Un projet de sanctions « inamical, inapproprié, illégitime »
Pour autant, Bruno Le Maire a mis aussi en garde Washington. Un projet de taxe digitale européenne serait défendu par le commissaire européen aux Affaires économiques Paolo Gentiloni. Lors de son intervention devant la presse avec Phil Hogan, l’hôte de Bercy a jugé « inamical, inapproprié, illégitime » le projet de sanctions commerciales en guise de rétorsion un moment agité par Donald Trump.
Début décembre, le président américain avait, en effet, menacé de surtaxer 2,4 milliards de dollars de produits français si la France ne renonçait pas à sa taxe sur les multinationales du numérique. Une injonction à laquelle Paris ne s’était pas pliée.
Devaient être frappés la maroquinerie, le roquefort ou encore le champagne, alors que le vin tranquille de l’Hexagone doit être aussi sanctionné, après que l’OMC ait donné raison aux États-Unis sur le dossier des subventions illégales accordées à Airbus.
Les nouvelles sanctions seraient finalement reportées jusqu’à la conclusion du dossier au sein de l’OCDE. Le ministre français aurait, néanmoins, rappelé à Steven Mnuchin qu’en aucun cas « les discussions et négociations » ne pourraient se poursuivre, si la Maison Blanche décidait tout à coup de taxer les entreprises françaises dans le cadre de ce dossier.
La reprise de l’ORD, « priorité absolue à moyen terme »
Interrogé par Le Moci sur ses priorités en matière de commerce international, Bruno Le Maire a répondu qu’en tant qu’ancien ministre de l’Agriculture pendant trois ans (23 juin 2009-10 mai 2012), c’était, « à court terme, que « les producteurs de vin français ne soient pas sanctionnés ». A moyen terme, la priorité absolue est de trouver une solution pour traiter « les différents dans un cadre multilatéral » et la relance de l’Organe de règlement des différents (ORD) de l’OMC. Rappelons que l’ORD ne fonctionne plus depuis le 9 décembre parce que Washington bloque le renouvellement de ses juges.

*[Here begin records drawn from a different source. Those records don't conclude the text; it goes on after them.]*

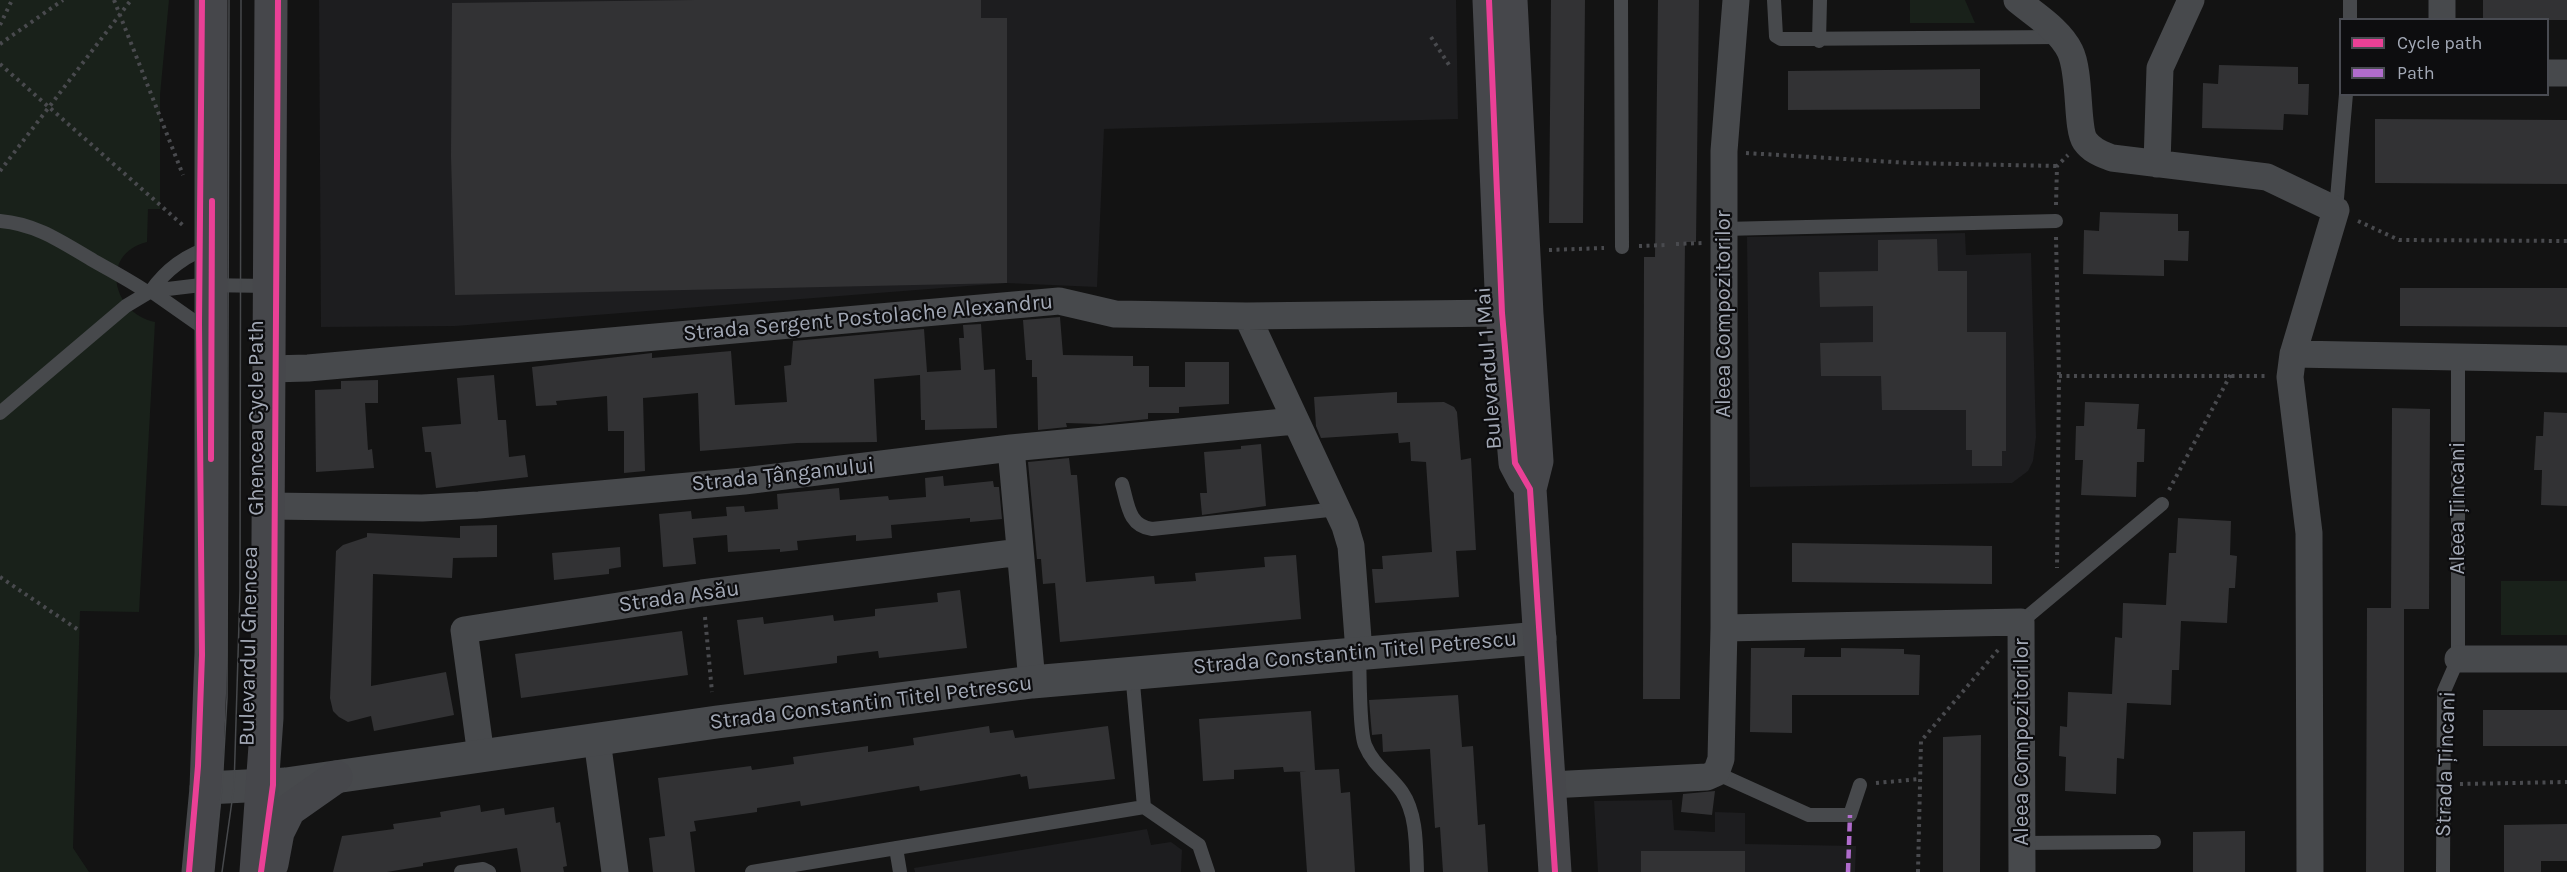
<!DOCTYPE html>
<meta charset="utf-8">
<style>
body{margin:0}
#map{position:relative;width:2567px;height:872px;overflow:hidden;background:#131313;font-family:Karla,sans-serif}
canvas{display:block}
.legend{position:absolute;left:2339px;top:18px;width:210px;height:78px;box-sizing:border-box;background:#0d0d0f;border:2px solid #494b52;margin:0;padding:8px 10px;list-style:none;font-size:18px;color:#a3a9b6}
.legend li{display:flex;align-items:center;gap:12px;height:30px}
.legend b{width:30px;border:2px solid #494b52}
</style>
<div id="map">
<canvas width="2567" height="872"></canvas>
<ul class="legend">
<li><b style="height:8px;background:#ea4096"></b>Cycle path</li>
<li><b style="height:8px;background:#b06ccc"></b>Path</li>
</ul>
</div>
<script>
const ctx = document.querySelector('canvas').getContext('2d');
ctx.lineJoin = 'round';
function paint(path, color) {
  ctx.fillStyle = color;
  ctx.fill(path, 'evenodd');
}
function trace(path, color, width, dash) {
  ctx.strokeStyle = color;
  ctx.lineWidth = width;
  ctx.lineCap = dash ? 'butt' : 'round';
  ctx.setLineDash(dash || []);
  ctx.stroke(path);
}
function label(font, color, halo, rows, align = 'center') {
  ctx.font = font + ' Karla,sans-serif';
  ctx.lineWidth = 4.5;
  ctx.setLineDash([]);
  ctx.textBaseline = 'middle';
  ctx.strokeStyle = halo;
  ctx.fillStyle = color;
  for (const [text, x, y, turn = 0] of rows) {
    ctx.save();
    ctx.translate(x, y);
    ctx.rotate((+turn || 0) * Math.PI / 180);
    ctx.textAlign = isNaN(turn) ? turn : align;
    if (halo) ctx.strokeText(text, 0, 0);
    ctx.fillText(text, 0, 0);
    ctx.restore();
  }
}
const built = new Path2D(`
 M319 0H1456L1458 119 1104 129 1097 287 1006 283 455 326 321 327Z
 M1965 233 1966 255 2031 253 2036 437 2033 461 2028 471 2012 483 1750 487 1747 237Z
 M1672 800 1674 830 1715 832V812L1745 813V844L1856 846 1855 872H1598L1594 801Z
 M1147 829 1151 845 1171 842 1182 850 1181 872H915L914 868Z`);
const green = new Path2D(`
 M0 0H169L160 95V209H148L147 242C99 254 112 313 155 322L139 612 80 611 73 848 89 872H0Z
 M1910 0H1965L1975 23H1910Z
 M2501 581H2567V635H2501Z`);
const building = new Path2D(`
 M694 0H981V18H1007V283L455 295 451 156 452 3Z
 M1551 0H1585L1583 223H1549Z
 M1658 0H1699L1696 242H1685L1680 699H1643L1644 257H1655Z
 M2483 0H2567V20H2483Z
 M2219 65 2298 67V84H2309L2308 115 2284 114 2283 130 2202 128 2203 83 2218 84Z
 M1980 69V109L1788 110V71Z
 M2375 119 2567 120V184L2375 183Z
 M2100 212 2178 214V231H2189L2188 261 2164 260V276L2083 274 2084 230 2099 231Z
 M1937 239 1938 271H1967V332H2006V451H2002V466H1972V450H1966V410H1882L1881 376H1821L1820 343 1873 342V306L1820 307 1819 272 1878 271V240Z
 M2400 288H2567V327L2400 326Z
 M1060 317 1063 355 1133 356V366H1149V387H1185V362H1229V404L1179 407V413H1148V419L1100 424 1066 423 1067 427 1038 430 1037 377H1032V360H1026L1023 320Z
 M981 324 984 370 995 369 997 428 925 430V420H921L920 375 874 379 877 442 797 443 700 451 698 393 643 398 645 471 624 473V431H608L607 396 556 401 557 405 536 406 532 367 652 353V358L731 351 735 405 787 402 784 366 791 365 793 341 924 329 927 372 961 370 959 338H964L963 325Z
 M494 375 498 420H506L509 457 525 455 528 477 436 488 431 452H425L422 427 461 424 457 378Z
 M378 380V403H365L368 450 372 449 374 468 316 472 315 390 341 389V381Z
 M1397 392V403L1444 402 1454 407 1457 412 1461 460 1471 458 1476 550 1456 551 1459 597 1375 603 1372 569H1383L1382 556 1432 552 1426 462 1411 461 1410 442 1399 443 1398 433 1321 438 1316 426 1314 397Z
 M2085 402 2139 404 2137 429H2145L2144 462H2137L2136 497 2081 495 2083 460H2075L2076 426H2084Z
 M2392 408 2430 409 2429 609H2404V872H2366L2367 608H2391Z
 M2544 412 2567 413V506L2541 505 2542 470H2534L2536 436H2543Z
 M1261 444 1266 506 1202 515 1200 493H1207L1204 452 1241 449V446Z
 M1069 458 1071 475H1077L1086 582 1154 576 1155 584 1196 581 1195 573 1265 567 1264 557 1296 555 1301 619 1060 642 1055 583 1043 584 1041 559H1037L1028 462Z
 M943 476 944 486 993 481 994 487H999L1002 519 970 522V518L891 525 892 538 856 541V535L797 541 798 550 780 552V549L728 552 727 535 693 538 696 564 663 567 659 514 691 511 692 519 727 516 726 507 744 506 745 512 778 509 777 494 839 488 840 500 888 496 889 500 926 497 925 478Z
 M2178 518 2231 521 2230 555 2237 556 2235 588H2229L2227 623 2181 621 2179 670H2172L2171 705 2127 703 2124 759 2117 758 2116 794 2065 791 2066 757 2059 756 2060 726 2067 727 2068 692 2112 694 2115 637 2122 638 2123 603 2166 605 2169 553H2176Z
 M497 525V557L453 558 452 578 373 574 371 686 446 672 454 715 374 731 371 716 348 722 339 717 333 711 330 698 336 551 343 545 367 537V533L460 538V526Z
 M1792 543 1992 546V584L1792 582Z
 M620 547 621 567 609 569V574L554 580 552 553Z
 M960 590 967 648 879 658 878 651 861 653 837 656V663L744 675 737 620 763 617 764 624 833 615 834 621 875 616V609L938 602 937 593Z
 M682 631 688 675 521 698 515 654Z
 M1751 648H1805L1804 657H1841V648L1904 649V654L1920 655 1919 695H1792V733L1750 732Z
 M1458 695 1462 747 1473 746 1478 825 1485 824 1488 872H1443L1440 827 1435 828 1430 749 1383 752 1382 734 1372 735 1369 700Z
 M2483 710H2567V746H2483Z
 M1311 711 1315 770 1339 769 1341 793 1350 792 1355 872H1307L1300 771H1307L1284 772 1283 767 1234 770V779L1203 781 1199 719Z
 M989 726 990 733 1013 730 1015 738 1108 726 1115 779 1029 789 1027 776 1021 777 1020 774 920 791 919 786 801 806 800 801 757 808V812L694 821 696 831 690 832 695 872H653L649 838 665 836 658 778 751 766 752 770 794 764 793 757 868 746V752L914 745 913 738Z
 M1981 735 1980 872H1943V737Z
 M1715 791 1712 815 1681 812 1683 794Z
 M480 805 481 812 504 808 505 815 554 807 556 823 560 822 567 866 563 867 564 872H521L517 848 423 863V866L387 872H333L342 836 394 829 393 824 441 817 440 812Z
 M2567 824V861H2541V872H2504V825Z
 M2245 831V872H2193V832Z
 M1641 851H1745V872H1641Z`);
const path = new Path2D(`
 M114 0 183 175
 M0 25 12 0
 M1431 37 1451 68
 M0 44 63 0
 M0 64 185 227
 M1746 153 1910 163 2057 166
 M0 171 131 0
 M2056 205 2057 166 2068 155
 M2358 221 2399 240 2567 241
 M2056 237 2059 376 2057 568
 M1676 244 1702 243
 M1639 246 1667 245
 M1549 250 1604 248
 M2059 376H2268
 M2169 490 2231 374
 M0 577 80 631
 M705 617 712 692
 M1876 783 1920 779
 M2460 784 2567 782
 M1918 872 1921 741 1998 650`);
const service = new Path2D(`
 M1621 0 1622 247
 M1774 0 1776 36 1781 39 2060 37
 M2350 20V0
 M1819 41 1820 0
 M2336 210 2346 94
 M0 221C37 224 63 243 94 261 112 271 129 280 147 292
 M1724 229 2056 221
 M151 291C165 271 187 253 211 248
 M151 291 208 331
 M0 413 126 306 151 291 201 285 270 286
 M1122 484C1128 504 1128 526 1152 529L1338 509
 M2021 622 2162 504
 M1359 653C1360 674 1359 729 1365 745 1373 765 1390 775 1402 792 1417 814 1416 846 1417 872
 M1132 672 1144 807 1199 845 1208 872
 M1716 773 1809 815H1850L1860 785
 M2022 843 2154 842
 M896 848 900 872
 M461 872 483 869 489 872
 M752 872 1144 807
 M2443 872 2444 691 2458 659V356`);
const minor = new Path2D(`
 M2017 0C2035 15 2060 30 2070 51 2081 73 2076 128 2085 141 2092 151 2102 154 2112 158L2267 177 2336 210 2293 354 2290 377 2309 533 2310 872
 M2442 20V0
 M2548 73H2567
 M2157 164 2160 68 2191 0
 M1247 316 1345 526 1351 546 1359 652
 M2293 354 2567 359
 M270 369 308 368 1059 301 1115 314 1247 316 1502 313
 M1011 448 1032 682
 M269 506 422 508 479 505 744 481 1011 448 1295 421
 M1724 628 2021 622 2022 872
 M2458 659H2567
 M597 740 615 872
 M481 756 464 630 702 593 1020 552
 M1550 785 1707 777 1716 773 1721 759 1724 628V151L1736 0`);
const tertiary = new Path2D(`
 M206 788 286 784 717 722 1032 682 1540 638`);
const secondary = new Path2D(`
 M1489 0 1502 313 1515 463 1524 480
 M1511 0 1527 314 1537 461 1530 489 1555 872
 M272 864 278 832 289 810 336 777
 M198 872 206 788 211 653V0
 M256 872 267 718 271 0`);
const tram = new Path2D(`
 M212 872 222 787 227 698 229 0
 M222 872 234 787 240 590 241 0`);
const quiet = new Path2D(`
 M1848 872 1850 815`);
const cycleway = new Path2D(`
 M1489 0 1502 313 1515 463 1530 489 1555 872
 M211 459 212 201
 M189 872 198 766 202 655 199 323 202 0
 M261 872 273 785 278 0`);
const streetNames = [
 ["Aleea Compozitorilor",1724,314,-90],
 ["Strada Sergent Postolache Alexandru",868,318,-5],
 ["Bulevardul 1 Mai",1489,368,-94],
 ["Ghencea Cycle Path",257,418,-90],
 ["Strada Țânganului",783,475,-6],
 ["Aleea Țincani",2458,508,-90],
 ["Strada Asău",679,597,-8],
 ["Bulevardul Ghencea",249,646,-89],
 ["Strada Constantin Titel Petrescu",1355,653,-5],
 ["Strada Constantin Titel Petrescu",871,703,-7],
 ["Aleea Compozitorilor",2022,742,-90],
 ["Strada Țincani",2446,764,-88]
];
paint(built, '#1d1d1f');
paint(green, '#19211a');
paint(building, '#323234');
trace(path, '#494a4e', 4, [3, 4.5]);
trace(service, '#47494c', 14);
trace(minor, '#47494c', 27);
trace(tertiary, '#47494c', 33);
trace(secondary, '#46474b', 33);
trace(tram, '#47494c', 1.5);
trace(quiet, '#b06ccc', 4.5, [9, 4.5]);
trace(cycleway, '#ea4096', 6);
label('22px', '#a3a9b6', '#0d0d0f', streetNames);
</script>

Phil Hogan, qui a assuré que « la Commission européenne est avec la France » sur le dossier de la taxe numérique, a également plaidé pour une réforme de l’OMC « qui soit plus efficace ».
« Nous voulons que les États-Unis travaillent avec nous », a encore affirmé l’ancien commissaire européen à l’Agriculture sous la présidence de Jean-Claude Juncker (2014–2019). « La consultation vaut mieux que la confrontation », a appuyé Phil Hogan, partisan déclaré du « dialogue ».
A cet égard, Bruno Le Maire a indiqué avoir informé le commissaire européen au Commerce du vœu de Paris d’organiser une conférence sur l’OMC. Quant à la date de cette réunion, interrogé par Le Moci, le ministre français est resté flou, indiquant seulement qu’il fallait « voir avec Phil Hogan ».